REQUIRED ACTION
Keyword search on "direction": report each line of the records that contains it.

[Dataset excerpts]
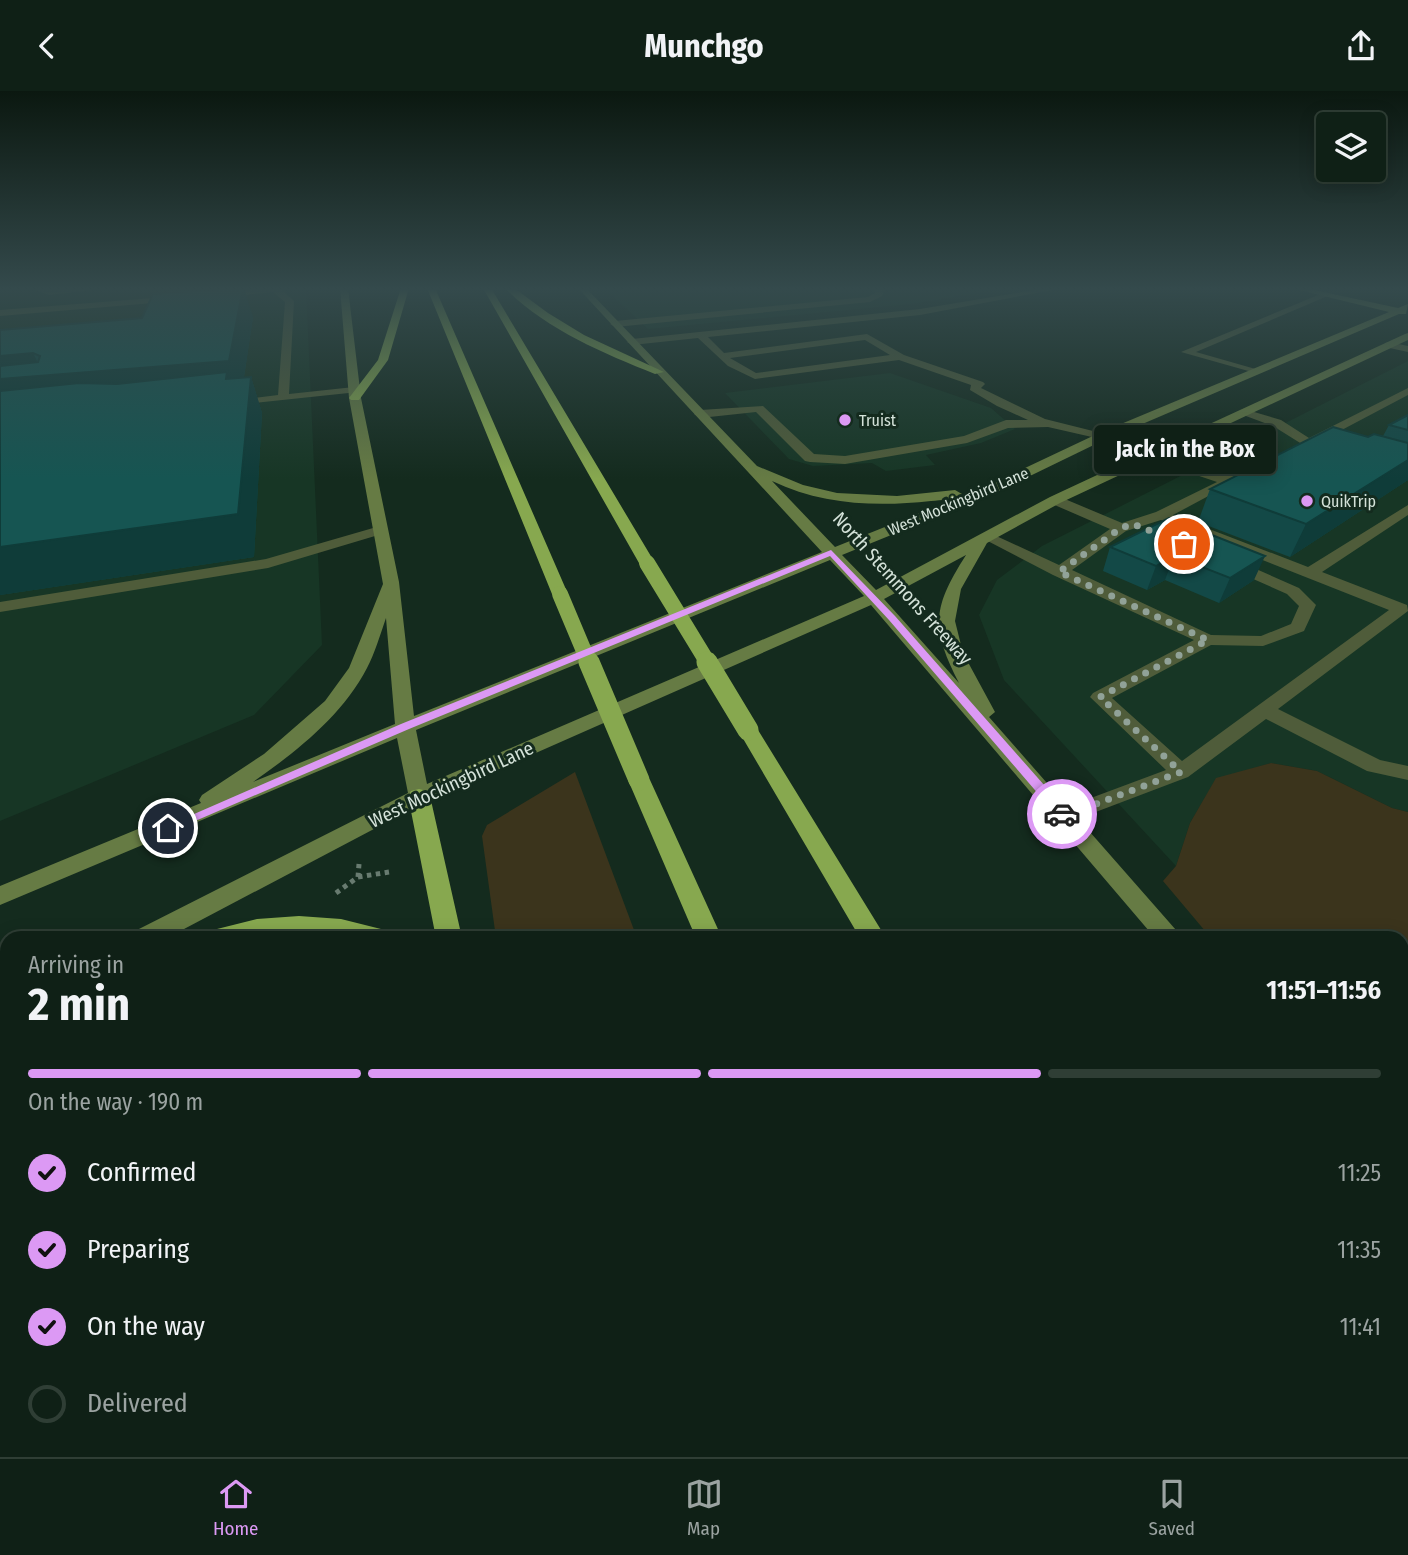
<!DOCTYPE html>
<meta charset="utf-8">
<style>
:root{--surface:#0f2016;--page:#1d2d23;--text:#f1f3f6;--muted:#9ba3a1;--line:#2f3e35;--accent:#dc99f4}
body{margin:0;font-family:"Fira Sans Condensed",sans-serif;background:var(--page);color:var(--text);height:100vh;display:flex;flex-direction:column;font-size:26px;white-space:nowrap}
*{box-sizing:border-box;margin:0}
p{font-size:23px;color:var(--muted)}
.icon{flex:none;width:38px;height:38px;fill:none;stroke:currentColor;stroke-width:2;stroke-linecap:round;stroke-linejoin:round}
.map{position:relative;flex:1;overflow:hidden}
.sheet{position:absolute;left:0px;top:840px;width:1409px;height:527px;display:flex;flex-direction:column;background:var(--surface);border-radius:21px 21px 0 0;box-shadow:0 4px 18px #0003,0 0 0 2px var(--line)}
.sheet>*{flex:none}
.buttons{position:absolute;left:1316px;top:21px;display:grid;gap:14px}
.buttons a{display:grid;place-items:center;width:70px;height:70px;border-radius:7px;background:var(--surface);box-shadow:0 4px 18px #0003,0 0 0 2px var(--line);font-size:35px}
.pin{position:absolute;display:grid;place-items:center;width:60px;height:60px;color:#fff;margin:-30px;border:4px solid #fff;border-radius:50%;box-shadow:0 2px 7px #0007}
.courier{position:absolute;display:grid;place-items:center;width:70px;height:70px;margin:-35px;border:5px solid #dc99f4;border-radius:50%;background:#fff;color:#222;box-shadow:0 2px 9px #0007}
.bubble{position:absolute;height:49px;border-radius:7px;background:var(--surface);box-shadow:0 4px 18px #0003,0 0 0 2px var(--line);font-size:23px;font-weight:700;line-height:49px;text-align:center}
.overview em{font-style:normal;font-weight:700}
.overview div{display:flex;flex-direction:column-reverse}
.overview{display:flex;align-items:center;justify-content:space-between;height:119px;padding:0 28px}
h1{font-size:46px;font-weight:700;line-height:52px}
.bar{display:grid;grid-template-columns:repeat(4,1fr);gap:10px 7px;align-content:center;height:84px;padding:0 28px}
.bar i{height:9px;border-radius:5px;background:var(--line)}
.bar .on{background:var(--accent)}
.bar p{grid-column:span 4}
ol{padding:0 28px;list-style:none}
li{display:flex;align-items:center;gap:21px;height:77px}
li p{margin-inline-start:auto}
li .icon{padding:7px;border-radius:50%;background:var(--accent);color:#111;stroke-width:4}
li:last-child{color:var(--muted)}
li i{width:38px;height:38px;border:4px solid var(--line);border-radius:50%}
header{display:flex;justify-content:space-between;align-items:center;height:91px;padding:0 28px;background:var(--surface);font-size:32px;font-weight:700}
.tabs{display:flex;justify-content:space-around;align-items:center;height:98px;border-top:2px solid var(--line);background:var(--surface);font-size:19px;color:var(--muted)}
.tabs a{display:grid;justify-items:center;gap:4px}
.tabs .on{color:var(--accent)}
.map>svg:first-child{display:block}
</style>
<header><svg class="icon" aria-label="back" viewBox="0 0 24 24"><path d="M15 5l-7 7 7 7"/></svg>Munchgo<svg class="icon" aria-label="share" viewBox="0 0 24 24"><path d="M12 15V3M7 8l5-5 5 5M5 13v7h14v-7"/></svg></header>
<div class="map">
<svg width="1408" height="1366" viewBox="0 0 1408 1366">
<rect width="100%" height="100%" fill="#142b1e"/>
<!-- built -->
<path fill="#173625" d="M 0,197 L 306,197 L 322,554 L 254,624 L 0,730 Z
M 604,197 L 1008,197 L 911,213 L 648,238 Z
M 1408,270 L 1408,721 L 1392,717 L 1317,680 L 1271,672 L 1216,688 L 1190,732 L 1176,775 L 1004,589 L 979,524 L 997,489 L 1042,455 Z
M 890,282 L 991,317 L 1015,338 L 981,352 L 926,364 L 935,374 L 886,380 L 872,372 L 813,375 L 789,368 L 725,302 Z"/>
<!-- green -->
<path fill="#3b341c" d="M 1271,672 L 1317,680 L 1392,717 L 1408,721 L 1408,1058 L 1402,1052 L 1402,847 L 1211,847 L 1163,790 L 1176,775 L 1190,732 L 1216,687 Z
M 575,681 L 637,847 L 496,847 L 482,745 L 487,734 Z
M 7,987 L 7,1360 L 537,1360 L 539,1366 L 0,1366 L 0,991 Z
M 677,1360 L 820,1360 L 822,1366 L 679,1366 Z"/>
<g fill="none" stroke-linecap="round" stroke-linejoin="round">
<!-- path -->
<path stroke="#687b70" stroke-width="5" stroke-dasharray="4.5 4.5" stroke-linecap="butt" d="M 358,786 L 389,781
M 336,802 L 358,786 L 359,773"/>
<!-- lane -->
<path fill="#4f5c3a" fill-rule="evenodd" d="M 29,197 L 110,197 L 49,204 Z
M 266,197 L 293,197 L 283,200 L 294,210 L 289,303 L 354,296 L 358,297 L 358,301 L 227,315 L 227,311 L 231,310 L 278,304 L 285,211 L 273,201 L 218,207 L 214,204 Z
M 874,197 L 885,198 L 882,205 L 870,211 L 615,236 L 610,233 L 615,230 L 868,206 L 875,202 Z
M 1046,197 L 1063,197 L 920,224 L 708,246 L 724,262 L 867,243 L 904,264 L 983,291 L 985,293 L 981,297 L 1045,328 L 1105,343 L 1105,349 L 1048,336 L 1008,337 L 967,352 L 845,373 L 810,371 L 805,370 L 756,321 L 700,327 L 694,323 L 700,319 L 763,315 L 814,363 L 845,365 L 964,345 L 1006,329 L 1028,329 L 997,315 L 970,299 L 971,294 L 899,269 L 755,288 L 728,275 L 698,247 L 632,254 L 627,251 L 632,248 L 920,218 ZM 865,249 L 890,264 L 756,282 L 730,267 Z
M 1323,202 L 1330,204 L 1196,261 L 1259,279 L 1259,283 L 1181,261 Z
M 179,205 L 180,207 L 176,210 L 0,225 L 0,219 Z
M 1389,251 L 1408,255 L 1408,261 L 1385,256 L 1385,252 Z
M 1408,297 L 1408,304 L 1319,351 L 1331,357 L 1325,361 L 1305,355 L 1273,335 L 1238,322 L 1244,318 L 1281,329 L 1309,347 Z
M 1154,361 L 1228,385 L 1235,383 L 1242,387 L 1173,424 L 1308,476 L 1408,414 L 1408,424 L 1322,481 L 1407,514 L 1408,520 L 1278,618 L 1380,669 L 1408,675 L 1408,689 L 1367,680 L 1266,628 L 1188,686 L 1072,730 L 1064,733 L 1056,730 L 1053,725 L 1056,720 L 1166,679 L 1090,606 L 1093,602 L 1194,549 L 1053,484 L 980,446 L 982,443 L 992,443 L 1059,474 L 1110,438 L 1050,412 L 1050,406 L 1060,406 L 1122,432 L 1156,421 L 1217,391 L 1149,368 L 1148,365 ZM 1161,429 L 1389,519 L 1182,670 L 1112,607 L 1211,554 L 1263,555 L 1304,540 L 1316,514 L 1299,497 L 1238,470 L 1226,470 L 1224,473 L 1226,476 L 1287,503 L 1299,515 L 1291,533 L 1261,545 L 1211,544 L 1072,479 L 1126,440 Z
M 380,435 L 385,436 L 387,439 L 385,442 L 268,477 L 0,521 L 0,511 L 266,468 Z"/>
<!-- secondary -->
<path fill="#667b44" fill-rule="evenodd" d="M 340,197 L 348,197 L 361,307 L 399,491 L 414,625 L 822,461 L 578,197 L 586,197 L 757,375 L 803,394 L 837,402 L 897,405 L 955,399 L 962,403 C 955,409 941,409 931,410 C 877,416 822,414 772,390 L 835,456 L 987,395 L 1097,343 L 1389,221 L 1291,197 L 1305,197 L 1398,217 L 1408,213 L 1406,223 L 1399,223 L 1112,346 L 1151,360 L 1405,243 L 1408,242 L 1408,249 L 1060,412 L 987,452 L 961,498 L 955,530 L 963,562 L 995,621 L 989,626 L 1183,847 L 1155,847 L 871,514 L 427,710 L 167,847 L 131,847 L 135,840 L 408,702 L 397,647 L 0,814 L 0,795 L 201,712 L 199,709 L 202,704 L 264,663 L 325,610 L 349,577 L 383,493 L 349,307 ZM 1102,350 L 1140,364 L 1050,406 L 876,499 L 842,464 L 997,401 ZM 966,464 C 933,516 930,536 959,592 L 884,508 ZM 830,469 L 864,505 L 427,693 L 416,639 ZM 386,527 L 395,633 L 253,691 C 296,661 342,625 367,577 C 375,562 380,544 386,527 Z
M 0,855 L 7,858 L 7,929 L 0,932 Z
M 1402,1096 L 1408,1098 L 1408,1135 L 1402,1132 Z"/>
<!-- highway -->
<path fill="#87a84f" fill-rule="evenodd" d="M 401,197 L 409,197 L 388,269 L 359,309 L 351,309 L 349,307 L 378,269 Z
M 427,197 L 435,197 L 568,503 L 566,506 L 560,508 L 552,503 Z
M 483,197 L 491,197 L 655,472 L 653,475 L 641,475 L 639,472 Z
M 505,197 L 514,197 L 548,222 L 584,244 L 664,281 L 655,283 C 603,262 545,238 505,197 Z
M 748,633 L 755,635 L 758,639 L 886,847 L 860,847 L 738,639 L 741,635 Z
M 639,682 L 646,684 L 650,689 L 722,847 L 696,847 L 628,689 L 632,684 Z
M 419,698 L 427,700 L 430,705 L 462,847 L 436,847 L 408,705 L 411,700 Z
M 299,825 L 341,828 L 389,840 L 393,847 L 205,847 L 209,840 L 257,828 Z
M 599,1360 L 637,1360 L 639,1366 L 601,1366 Z
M 919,1360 L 958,1360 L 960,1366 L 921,1366 Z
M 1189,1360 L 1230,1360 L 1232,1366 L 1191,1366 Z"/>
<!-- highway-bridge-far1 -->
<path stroke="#87a84f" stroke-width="16" d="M 647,472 L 708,572
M 560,503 L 589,572"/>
<!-- highway-bridge -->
<path stroke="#87a84f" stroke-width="21" d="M 589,571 L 639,689
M 707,571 L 748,639"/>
</g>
<!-- wall -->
<path fill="#134947" d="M 253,226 L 244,286 L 251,286 L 262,322 L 254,466 L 0,504 L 0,239 L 142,227 Z
M 1408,324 L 1408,389 L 1290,466 L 1198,431 L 1210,398 L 1368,346 L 1383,345 L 1389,334 Z
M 1169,427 L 1254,489 L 1219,512 L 1165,489 L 1147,499 L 1103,480 L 1110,456 Z"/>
<!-- shaded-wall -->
<path fill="#0f3c39" d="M 244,197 L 253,226 L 241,305 L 0,325 L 0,265 L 33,262 L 44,284 Z
M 251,286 L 262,322 L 254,466 L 0,504 L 0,456 Z
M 1408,369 L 1408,389 L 1290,466 L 1306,433 Z
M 1174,465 L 1165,489 L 1147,499 L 1156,475 Z
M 1265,465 L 1254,489 L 1219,512 L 1230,487 Z"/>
<!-- building -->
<path fill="#165552" stroke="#0f3c39" stroke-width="2" d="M 234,197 L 243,197 L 229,270 L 0,288 L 0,275 L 38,271 L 40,265 L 33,262 L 0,265 L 0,239 L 142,227 L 153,203 Z
M 227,281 L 226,288 L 251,286 L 238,423 L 0,456 L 0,300 L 79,292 L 117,293 Z
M 1408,324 L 1408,339 L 1389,334 Z
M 1333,336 L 1368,346 L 1374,343 L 1408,352 L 1408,369 L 1306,433 L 1210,398 Z
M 1169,427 L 1265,465 L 1230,487 L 1174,465 L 1156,475 L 1110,456 Z"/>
<!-- sky -->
<linearGradient id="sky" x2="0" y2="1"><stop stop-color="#0b1810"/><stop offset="0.51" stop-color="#344a4c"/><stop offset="1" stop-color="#344a4c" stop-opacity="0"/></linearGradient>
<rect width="1408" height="388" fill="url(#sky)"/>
<!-- route -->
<path fill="#dc99f4" d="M 831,459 L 895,525 L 1067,720 L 1067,726 L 1058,726 L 889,529 L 830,465 L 409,638 L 172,740 L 168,741 L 162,737 L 401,633 Z"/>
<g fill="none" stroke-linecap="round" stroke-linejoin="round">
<!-- done -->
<path stroke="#91a298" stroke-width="7" stroke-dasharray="0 12.6" d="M 1062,723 L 1064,725 L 1181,681 L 1100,606 L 1208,549 L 1059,481 L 1121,437 L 1133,433 L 1184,453"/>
</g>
<!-- markers -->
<g fill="#dc99f4" stroke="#142b1e" stroke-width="2.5">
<circle cx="845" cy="329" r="7"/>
<circle cx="1307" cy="410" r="7"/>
</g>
<g text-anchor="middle" stroke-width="6" stroke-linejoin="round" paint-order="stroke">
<!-- far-poi labels -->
<g font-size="16" fill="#d4e2d9" stroke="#142b1e" text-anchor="start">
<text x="859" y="335">Truist</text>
<text x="1321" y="416">QuikTrip</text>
</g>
<!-- far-street labels -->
<g font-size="16" fill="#d4e2d9" stroke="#142b1e">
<text transform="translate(958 410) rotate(-23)" y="6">West Mockingbird Lane</text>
</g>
<!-- street labels -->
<g font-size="19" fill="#d4e2d9" stroke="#142b1e">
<text transform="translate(903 497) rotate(48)" y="7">North Stemmons Freeway</text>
<text transform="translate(451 693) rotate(-25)" y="7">West Mockingbird Lane</text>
</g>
</g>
</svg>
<div class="buttons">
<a><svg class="icon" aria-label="layers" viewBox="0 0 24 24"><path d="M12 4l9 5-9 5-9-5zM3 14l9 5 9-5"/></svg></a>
</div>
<div class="pin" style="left:1184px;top:453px;background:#ea580c"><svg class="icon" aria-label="bag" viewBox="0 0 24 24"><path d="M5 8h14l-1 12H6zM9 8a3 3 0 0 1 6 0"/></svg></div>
<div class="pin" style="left:168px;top:737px;background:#1f2937"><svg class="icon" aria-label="home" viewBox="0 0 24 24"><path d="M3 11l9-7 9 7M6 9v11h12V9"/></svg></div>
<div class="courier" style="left:1062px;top:723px"><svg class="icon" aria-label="car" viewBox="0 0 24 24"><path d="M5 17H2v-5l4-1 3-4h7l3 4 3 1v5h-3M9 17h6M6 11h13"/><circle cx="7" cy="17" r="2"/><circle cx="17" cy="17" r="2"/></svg></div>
<div class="bubble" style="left:1094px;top:334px;width:182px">Jack in the Box</div>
<section class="sheet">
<div class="overview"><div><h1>2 min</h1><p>Arriving in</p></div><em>11:51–11:56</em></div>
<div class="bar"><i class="on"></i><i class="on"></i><i class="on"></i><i></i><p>On the way · 190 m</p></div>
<ol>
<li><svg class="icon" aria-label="check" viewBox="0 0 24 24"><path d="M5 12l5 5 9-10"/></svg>Confirmed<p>11:25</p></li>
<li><svg class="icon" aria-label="check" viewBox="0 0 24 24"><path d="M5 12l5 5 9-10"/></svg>Preparing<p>11:35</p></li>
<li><svg class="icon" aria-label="check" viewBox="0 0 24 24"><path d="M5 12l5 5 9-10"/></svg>On the way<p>11:41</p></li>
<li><i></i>Delivered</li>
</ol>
</section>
</div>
<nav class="tabs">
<a class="on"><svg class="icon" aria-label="home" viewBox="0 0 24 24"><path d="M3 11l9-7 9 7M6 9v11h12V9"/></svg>Home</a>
<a><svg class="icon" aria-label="map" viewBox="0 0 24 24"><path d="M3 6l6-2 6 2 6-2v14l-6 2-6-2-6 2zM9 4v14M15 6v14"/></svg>Map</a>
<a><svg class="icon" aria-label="saved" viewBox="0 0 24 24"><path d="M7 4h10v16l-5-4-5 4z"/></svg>Saved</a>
</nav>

EXERCISE SOLUTION
body{margin:0;font-family:"Fira Sans Condensed",sans-serif;background:var(--page);color:var(--text);height:100vh;display:flex;flex-direction:column;font-size:26px;white-space:nowrap}
.sheet{position:absolute;left:0px;top:840px;width:1409px;height:527px;display:flex;flex-direction:column;background:var(--surface);border-radius:21px 21px 0 0;box-shadow:0 4px 18px #0003,0 0 0 2px var(--line)}
.overview div{display:flex;flex-direction:column-reverse}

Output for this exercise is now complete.